(Stored data entries)
Start of Block
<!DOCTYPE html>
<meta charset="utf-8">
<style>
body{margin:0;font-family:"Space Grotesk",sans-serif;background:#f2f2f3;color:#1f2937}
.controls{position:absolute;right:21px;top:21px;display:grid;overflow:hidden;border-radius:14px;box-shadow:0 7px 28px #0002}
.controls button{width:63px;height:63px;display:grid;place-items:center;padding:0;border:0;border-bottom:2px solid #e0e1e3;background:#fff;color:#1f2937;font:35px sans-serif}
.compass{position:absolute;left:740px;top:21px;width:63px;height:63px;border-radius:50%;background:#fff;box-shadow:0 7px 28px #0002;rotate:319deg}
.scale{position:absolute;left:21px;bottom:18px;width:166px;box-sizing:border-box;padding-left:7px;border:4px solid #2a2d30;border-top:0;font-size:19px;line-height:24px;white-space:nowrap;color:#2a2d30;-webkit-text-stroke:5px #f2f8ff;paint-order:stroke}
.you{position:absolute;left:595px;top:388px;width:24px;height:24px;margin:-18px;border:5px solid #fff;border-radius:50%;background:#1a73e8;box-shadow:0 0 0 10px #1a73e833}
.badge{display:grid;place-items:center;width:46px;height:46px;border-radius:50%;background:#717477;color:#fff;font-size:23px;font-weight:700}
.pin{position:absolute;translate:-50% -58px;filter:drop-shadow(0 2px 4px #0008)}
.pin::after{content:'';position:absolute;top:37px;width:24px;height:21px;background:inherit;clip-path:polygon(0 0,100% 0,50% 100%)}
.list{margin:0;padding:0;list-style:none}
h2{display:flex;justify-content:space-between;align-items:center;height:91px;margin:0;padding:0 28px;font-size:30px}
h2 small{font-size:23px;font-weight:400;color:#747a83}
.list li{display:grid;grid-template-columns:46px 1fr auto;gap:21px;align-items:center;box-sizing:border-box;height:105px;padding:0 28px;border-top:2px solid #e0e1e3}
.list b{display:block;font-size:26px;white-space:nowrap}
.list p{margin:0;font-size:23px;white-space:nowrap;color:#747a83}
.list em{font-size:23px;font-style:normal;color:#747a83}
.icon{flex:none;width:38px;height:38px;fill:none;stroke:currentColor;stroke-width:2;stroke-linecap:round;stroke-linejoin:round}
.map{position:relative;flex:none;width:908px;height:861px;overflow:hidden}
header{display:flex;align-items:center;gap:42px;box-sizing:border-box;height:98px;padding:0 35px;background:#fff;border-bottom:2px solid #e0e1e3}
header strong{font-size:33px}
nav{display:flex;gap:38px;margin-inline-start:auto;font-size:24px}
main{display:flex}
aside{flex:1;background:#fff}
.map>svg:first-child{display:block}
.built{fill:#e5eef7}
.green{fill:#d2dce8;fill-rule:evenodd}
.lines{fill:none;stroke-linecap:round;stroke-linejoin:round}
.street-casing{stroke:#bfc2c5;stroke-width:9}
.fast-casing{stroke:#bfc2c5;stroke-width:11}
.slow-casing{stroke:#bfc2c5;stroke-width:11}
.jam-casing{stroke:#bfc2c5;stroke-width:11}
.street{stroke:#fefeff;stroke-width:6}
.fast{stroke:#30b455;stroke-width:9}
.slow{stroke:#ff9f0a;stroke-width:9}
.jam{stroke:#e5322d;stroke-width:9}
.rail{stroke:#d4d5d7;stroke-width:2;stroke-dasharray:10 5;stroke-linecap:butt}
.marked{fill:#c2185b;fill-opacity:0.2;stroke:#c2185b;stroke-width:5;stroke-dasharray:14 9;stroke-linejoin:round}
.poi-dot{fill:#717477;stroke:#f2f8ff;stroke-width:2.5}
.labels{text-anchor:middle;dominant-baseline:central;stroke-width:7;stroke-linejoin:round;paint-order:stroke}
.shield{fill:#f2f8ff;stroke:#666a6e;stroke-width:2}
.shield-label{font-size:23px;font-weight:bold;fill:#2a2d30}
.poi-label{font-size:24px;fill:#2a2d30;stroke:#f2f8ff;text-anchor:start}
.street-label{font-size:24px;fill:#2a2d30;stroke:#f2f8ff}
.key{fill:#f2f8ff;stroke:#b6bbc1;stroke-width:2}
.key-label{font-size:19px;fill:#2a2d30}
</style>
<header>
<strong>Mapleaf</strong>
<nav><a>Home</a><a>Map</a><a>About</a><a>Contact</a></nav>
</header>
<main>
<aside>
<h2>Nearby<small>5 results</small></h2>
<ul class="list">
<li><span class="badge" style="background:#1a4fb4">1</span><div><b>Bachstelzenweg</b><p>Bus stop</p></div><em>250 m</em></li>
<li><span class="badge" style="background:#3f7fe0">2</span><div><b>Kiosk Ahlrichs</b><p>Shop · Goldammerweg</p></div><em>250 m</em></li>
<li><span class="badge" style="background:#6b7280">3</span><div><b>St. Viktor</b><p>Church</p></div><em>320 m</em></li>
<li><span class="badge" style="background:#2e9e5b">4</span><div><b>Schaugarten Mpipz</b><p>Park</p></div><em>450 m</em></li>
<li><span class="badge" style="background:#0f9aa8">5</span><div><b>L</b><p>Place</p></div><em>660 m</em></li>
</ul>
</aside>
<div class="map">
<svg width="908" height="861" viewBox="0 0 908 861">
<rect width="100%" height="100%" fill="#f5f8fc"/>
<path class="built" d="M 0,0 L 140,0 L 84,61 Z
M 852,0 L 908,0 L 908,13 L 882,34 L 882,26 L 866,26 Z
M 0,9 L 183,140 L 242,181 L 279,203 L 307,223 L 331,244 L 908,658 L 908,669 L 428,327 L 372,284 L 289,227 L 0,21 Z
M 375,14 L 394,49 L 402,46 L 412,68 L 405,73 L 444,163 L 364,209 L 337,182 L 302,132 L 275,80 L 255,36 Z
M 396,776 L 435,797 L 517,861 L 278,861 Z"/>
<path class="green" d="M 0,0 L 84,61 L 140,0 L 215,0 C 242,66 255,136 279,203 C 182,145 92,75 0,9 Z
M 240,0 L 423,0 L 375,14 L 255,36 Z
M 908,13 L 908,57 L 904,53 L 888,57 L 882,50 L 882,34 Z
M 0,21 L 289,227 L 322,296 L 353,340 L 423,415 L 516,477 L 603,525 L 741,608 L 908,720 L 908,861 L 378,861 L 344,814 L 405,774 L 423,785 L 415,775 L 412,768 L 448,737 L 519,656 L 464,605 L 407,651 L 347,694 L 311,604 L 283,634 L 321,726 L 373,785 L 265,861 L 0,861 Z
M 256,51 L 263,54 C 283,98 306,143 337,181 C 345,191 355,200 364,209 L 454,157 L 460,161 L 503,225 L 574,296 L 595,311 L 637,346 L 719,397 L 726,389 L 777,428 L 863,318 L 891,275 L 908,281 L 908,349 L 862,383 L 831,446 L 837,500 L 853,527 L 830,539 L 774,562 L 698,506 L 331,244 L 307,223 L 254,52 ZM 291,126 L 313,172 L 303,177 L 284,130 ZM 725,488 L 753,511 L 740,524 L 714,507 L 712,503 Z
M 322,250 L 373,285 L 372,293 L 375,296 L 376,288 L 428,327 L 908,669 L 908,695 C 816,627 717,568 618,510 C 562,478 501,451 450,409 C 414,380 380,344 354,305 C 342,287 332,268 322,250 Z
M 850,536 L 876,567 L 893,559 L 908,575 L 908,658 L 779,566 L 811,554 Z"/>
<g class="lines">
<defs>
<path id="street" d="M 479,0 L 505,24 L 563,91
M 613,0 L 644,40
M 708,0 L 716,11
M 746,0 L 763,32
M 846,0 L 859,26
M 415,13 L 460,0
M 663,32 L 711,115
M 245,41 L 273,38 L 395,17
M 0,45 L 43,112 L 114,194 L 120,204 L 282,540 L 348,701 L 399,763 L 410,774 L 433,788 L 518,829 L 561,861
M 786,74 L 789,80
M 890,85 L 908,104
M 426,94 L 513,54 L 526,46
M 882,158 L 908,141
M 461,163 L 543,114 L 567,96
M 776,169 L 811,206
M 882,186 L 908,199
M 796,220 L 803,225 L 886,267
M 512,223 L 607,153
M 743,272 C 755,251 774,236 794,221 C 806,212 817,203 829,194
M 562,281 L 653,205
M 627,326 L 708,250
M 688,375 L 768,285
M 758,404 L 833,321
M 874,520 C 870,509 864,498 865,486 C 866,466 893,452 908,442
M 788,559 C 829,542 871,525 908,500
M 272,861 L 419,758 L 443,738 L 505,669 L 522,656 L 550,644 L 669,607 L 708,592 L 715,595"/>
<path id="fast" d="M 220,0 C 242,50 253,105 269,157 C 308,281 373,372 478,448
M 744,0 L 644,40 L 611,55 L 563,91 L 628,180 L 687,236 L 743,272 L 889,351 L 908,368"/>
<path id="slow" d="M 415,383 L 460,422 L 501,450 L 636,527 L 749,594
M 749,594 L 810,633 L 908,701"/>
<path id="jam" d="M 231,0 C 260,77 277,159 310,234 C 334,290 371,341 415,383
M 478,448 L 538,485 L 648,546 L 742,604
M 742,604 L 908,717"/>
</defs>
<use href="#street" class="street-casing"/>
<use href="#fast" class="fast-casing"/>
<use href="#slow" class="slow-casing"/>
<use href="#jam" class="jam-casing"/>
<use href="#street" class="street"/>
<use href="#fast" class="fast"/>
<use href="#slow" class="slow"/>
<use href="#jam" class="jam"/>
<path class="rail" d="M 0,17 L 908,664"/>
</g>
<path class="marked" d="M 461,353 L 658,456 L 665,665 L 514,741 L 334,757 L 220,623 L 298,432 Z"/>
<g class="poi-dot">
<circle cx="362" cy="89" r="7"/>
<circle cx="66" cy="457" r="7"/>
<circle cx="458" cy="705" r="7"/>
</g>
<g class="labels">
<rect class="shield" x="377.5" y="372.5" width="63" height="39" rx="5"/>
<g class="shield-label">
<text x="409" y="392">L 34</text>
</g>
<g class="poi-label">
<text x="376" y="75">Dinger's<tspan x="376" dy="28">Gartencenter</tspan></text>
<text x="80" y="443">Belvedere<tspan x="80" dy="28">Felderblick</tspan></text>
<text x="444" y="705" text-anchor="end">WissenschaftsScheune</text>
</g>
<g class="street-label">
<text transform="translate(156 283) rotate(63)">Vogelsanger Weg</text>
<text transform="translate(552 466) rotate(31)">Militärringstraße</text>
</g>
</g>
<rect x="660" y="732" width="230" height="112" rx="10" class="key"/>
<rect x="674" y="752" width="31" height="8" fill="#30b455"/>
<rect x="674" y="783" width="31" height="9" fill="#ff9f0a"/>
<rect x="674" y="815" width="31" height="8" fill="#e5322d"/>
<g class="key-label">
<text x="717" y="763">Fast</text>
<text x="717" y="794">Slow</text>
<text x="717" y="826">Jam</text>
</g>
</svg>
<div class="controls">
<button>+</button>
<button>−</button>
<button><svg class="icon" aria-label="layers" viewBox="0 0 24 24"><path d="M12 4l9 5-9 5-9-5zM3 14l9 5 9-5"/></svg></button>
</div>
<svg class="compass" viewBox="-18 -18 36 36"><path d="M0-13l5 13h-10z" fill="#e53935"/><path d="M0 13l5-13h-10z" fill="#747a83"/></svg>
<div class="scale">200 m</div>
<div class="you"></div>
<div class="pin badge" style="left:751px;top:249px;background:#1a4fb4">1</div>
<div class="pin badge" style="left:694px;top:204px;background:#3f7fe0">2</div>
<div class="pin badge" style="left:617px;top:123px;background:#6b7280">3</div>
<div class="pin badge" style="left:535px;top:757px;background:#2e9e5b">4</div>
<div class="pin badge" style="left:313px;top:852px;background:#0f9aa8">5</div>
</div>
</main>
End of Block
◆ What you have to do: Every line above that includes the string "grid" needs to be copied.

◆ Exercise response:
.controls{position:absolute;right:21px;top:21px;display:grid;overflow:hidden;border-radius:14px;box-shadow:0 7px 28px #0002}
.controls button{width:63px;height:63px;display:grid;place-items:center;padding:0;border:0;border-bottom:2px solid #e0e1e3;background:#fff;color:#1f2937;font:35px sans-serif}
.badge{display:grid;place-items:center;width:46px;height:46px;border-radius:50%;background:#717477;color:#fff;font-size:23px;font-weight:700}
.list li{display:grid;grid-template-columns:46px 1fr auto;gap:21px;align-items:center;box-sizing:border-box;height:105px;padding:0 28px;border-top:2px solid #e0e1e3}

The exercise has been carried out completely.